Collected data entries
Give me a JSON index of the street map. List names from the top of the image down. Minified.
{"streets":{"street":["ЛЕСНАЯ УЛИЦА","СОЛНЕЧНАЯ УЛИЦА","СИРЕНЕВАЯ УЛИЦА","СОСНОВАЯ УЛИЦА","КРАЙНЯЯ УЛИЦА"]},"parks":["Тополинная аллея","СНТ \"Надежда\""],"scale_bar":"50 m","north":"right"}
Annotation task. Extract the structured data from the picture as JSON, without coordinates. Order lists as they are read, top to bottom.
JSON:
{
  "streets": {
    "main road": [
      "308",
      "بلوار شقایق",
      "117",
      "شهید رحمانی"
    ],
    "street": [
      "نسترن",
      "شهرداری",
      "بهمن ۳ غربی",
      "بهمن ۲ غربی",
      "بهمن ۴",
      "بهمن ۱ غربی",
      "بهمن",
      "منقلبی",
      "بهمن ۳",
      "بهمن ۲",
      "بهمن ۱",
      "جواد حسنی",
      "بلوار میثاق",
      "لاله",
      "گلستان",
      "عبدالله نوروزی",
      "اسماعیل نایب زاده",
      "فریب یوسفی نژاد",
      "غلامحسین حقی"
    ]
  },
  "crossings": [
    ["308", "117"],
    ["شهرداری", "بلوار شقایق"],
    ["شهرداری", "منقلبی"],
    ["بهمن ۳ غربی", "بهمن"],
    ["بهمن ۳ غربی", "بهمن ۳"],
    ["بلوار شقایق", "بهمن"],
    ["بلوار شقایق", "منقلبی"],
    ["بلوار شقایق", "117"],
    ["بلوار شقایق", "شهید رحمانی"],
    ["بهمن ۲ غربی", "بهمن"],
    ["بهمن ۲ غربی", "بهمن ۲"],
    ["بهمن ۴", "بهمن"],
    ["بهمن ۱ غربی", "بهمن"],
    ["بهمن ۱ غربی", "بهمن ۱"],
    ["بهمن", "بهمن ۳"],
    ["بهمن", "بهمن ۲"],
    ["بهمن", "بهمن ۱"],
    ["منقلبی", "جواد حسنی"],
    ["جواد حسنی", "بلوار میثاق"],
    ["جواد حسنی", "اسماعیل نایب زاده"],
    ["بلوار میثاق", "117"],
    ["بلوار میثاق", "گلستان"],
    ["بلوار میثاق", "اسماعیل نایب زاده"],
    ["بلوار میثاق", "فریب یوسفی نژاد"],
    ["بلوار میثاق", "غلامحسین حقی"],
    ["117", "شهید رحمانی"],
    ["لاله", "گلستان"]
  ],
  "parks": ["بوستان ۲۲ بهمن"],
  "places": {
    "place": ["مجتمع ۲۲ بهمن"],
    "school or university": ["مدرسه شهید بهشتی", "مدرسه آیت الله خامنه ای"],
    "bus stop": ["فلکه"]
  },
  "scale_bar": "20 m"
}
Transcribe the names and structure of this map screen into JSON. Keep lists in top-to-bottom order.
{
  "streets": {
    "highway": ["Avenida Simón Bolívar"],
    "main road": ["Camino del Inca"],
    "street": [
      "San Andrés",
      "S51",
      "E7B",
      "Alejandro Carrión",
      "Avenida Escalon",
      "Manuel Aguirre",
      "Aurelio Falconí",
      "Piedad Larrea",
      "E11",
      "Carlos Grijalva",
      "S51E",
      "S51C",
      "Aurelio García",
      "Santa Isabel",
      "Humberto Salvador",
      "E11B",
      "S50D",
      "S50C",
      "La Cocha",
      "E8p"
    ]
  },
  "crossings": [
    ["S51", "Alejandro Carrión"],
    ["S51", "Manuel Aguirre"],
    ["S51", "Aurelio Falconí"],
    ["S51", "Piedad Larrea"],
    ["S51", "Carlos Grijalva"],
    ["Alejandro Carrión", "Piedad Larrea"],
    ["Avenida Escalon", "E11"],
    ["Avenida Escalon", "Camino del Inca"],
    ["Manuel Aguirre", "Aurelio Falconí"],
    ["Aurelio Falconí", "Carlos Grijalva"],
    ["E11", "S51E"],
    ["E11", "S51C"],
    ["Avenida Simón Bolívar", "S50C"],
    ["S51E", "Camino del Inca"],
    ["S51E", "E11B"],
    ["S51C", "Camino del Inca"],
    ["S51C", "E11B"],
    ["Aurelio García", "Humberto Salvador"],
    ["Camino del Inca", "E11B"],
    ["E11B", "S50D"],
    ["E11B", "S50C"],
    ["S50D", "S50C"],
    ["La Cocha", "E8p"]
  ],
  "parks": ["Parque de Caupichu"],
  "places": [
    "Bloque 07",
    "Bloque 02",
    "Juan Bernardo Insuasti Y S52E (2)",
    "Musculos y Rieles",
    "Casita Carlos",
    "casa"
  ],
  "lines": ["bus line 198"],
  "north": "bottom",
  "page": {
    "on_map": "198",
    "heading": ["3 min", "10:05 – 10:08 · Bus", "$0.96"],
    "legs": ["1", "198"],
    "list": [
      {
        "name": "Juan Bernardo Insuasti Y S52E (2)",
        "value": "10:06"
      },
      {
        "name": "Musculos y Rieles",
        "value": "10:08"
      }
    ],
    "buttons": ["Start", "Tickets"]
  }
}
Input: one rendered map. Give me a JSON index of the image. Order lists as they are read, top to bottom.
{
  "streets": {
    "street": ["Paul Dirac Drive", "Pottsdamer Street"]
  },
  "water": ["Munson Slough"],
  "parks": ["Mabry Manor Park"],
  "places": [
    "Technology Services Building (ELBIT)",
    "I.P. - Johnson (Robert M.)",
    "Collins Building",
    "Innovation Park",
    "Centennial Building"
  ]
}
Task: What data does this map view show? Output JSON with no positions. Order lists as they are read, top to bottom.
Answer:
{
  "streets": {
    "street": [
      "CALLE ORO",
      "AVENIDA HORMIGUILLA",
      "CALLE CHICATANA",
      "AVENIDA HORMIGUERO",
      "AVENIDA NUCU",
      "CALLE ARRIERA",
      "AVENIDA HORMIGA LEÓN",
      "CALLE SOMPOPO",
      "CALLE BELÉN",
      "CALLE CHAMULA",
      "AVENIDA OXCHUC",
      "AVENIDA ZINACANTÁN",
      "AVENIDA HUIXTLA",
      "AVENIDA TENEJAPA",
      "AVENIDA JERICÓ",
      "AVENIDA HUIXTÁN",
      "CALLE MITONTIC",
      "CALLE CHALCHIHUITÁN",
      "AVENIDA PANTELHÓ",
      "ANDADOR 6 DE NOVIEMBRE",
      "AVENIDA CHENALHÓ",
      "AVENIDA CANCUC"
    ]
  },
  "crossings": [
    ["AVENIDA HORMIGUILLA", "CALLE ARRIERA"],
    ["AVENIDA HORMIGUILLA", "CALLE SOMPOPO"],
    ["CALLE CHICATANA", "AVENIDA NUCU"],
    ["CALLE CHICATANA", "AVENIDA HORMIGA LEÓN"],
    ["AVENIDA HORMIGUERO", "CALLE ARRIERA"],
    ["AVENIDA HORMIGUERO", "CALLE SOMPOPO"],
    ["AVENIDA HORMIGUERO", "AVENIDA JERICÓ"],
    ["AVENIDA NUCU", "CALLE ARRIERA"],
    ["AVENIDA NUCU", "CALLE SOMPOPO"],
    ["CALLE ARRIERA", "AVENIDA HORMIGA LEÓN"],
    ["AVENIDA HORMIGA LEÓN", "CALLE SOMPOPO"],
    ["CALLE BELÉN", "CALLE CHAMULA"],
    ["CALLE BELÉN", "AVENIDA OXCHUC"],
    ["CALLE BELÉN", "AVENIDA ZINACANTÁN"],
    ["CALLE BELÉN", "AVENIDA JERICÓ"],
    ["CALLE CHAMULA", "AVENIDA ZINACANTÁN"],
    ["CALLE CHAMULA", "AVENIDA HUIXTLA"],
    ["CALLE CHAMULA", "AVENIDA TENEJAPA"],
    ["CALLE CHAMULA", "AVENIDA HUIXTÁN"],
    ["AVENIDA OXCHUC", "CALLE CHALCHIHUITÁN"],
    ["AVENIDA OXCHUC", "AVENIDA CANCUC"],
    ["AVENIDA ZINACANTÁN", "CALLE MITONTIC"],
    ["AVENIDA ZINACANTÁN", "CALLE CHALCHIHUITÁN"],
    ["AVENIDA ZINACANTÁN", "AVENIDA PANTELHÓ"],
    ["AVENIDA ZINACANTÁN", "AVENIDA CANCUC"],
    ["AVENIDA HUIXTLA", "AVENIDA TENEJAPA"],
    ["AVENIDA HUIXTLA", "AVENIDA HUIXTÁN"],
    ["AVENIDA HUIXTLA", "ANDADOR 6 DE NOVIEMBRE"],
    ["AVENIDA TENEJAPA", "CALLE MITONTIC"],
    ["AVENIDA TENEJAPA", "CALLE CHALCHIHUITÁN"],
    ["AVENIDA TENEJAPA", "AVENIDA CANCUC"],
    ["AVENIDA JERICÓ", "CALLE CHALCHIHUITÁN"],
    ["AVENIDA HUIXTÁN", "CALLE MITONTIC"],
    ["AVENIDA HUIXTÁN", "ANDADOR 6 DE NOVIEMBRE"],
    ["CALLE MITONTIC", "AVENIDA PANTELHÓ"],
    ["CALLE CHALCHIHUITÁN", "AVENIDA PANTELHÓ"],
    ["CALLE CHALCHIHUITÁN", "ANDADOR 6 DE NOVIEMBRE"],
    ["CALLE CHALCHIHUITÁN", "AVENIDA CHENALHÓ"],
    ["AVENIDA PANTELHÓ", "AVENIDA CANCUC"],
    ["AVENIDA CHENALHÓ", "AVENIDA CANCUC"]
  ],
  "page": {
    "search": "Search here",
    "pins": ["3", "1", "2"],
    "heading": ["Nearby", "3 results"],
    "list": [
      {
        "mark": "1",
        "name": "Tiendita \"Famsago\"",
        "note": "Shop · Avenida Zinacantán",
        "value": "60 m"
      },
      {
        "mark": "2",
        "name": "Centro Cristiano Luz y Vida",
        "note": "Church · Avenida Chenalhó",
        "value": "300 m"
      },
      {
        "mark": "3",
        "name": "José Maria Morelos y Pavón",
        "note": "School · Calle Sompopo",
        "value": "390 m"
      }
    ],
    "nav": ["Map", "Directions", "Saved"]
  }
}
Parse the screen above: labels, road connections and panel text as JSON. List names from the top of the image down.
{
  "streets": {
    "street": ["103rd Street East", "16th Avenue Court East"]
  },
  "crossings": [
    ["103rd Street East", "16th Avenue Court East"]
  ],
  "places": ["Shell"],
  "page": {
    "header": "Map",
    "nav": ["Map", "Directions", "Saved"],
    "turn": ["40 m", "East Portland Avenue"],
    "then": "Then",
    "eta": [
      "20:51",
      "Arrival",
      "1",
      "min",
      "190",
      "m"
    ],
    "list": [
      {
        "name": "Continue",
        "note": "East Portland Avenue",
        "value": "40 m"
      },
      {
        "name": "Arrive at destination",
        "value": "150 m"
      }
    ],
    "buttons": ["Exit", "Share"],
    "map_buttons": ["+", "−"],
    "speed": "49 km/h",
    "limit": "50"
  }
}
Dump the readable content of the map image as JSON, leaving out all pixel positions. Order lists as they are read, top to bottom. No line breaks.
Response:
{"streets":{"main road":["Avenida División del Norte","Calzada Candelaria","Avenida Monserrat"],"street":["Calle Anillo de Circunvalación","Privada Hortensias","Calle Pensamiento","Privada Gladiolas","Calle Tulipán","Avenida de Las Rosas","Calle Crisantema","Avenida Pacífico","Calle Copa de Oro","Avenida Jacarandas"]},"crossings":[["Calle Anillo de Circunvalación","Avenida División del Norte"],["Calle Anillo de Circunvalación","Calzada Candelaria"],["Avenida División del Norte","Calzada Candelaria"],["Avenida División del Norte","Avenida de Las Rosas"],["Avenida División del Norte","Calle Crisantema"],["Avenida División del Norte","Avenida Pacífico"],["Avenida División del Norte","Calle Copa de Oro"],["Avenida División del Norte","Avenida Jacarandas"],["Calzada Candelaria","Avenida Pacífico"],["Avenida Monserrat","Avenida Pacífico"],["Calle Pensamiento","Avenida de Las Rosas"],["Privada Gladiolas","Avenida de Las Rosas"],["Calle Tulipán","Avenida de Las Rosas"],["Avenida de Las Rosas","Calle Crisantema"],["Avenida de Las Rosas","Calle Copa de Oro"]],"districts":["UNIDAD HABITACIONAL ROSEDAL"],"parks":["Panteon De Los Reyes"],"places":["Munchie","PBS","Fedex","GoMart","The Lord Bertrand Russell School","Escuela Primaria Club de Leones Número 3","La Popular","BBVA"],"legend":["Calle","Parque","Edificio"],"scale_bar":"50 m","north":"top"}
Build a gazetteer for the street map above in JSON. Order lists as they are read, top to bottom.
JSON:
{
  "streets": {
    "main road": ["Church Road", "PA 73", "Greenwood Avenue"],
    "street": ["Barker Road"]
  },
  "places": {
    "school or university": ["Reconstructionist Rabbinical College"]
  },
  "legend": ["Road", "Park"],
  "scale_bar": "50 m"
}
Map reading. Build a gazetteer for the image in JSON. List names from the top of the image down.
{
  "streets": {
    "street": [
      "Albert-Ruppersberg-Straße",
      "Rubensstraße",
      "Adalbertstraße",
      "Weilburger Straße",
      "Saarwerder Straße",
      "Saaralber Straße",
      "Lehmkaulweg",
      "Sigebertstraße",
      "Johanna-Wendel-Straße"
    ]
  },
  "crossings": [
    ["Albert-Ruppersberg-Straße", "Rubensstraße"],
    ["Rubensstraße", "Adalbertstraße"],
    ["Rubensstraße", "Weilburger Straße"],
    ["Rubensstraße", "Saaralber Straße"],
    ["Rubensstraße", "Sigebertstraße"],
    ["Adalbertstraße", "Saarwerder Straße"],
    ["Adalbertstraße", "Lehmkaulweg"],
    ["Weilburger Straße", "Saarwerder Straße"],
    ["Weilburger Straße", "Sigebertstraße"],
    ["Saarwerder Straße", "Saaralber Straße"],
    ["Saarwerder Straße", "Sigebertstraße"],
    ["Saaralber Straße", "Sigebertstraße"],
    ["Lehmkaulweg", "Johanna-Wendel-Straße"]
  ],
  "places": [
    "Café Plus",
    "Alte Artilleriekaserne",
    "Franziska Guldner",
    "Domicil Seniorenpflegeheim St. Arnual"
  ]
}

◆ To do
If a line in the data above contains "Piedad", return that line.

◆ Exercise answer
      "Piedad Larrea",
    ["S51", "Piedad Larrea"],
    ["Alejandro Carrión", "Piedad Larrea"],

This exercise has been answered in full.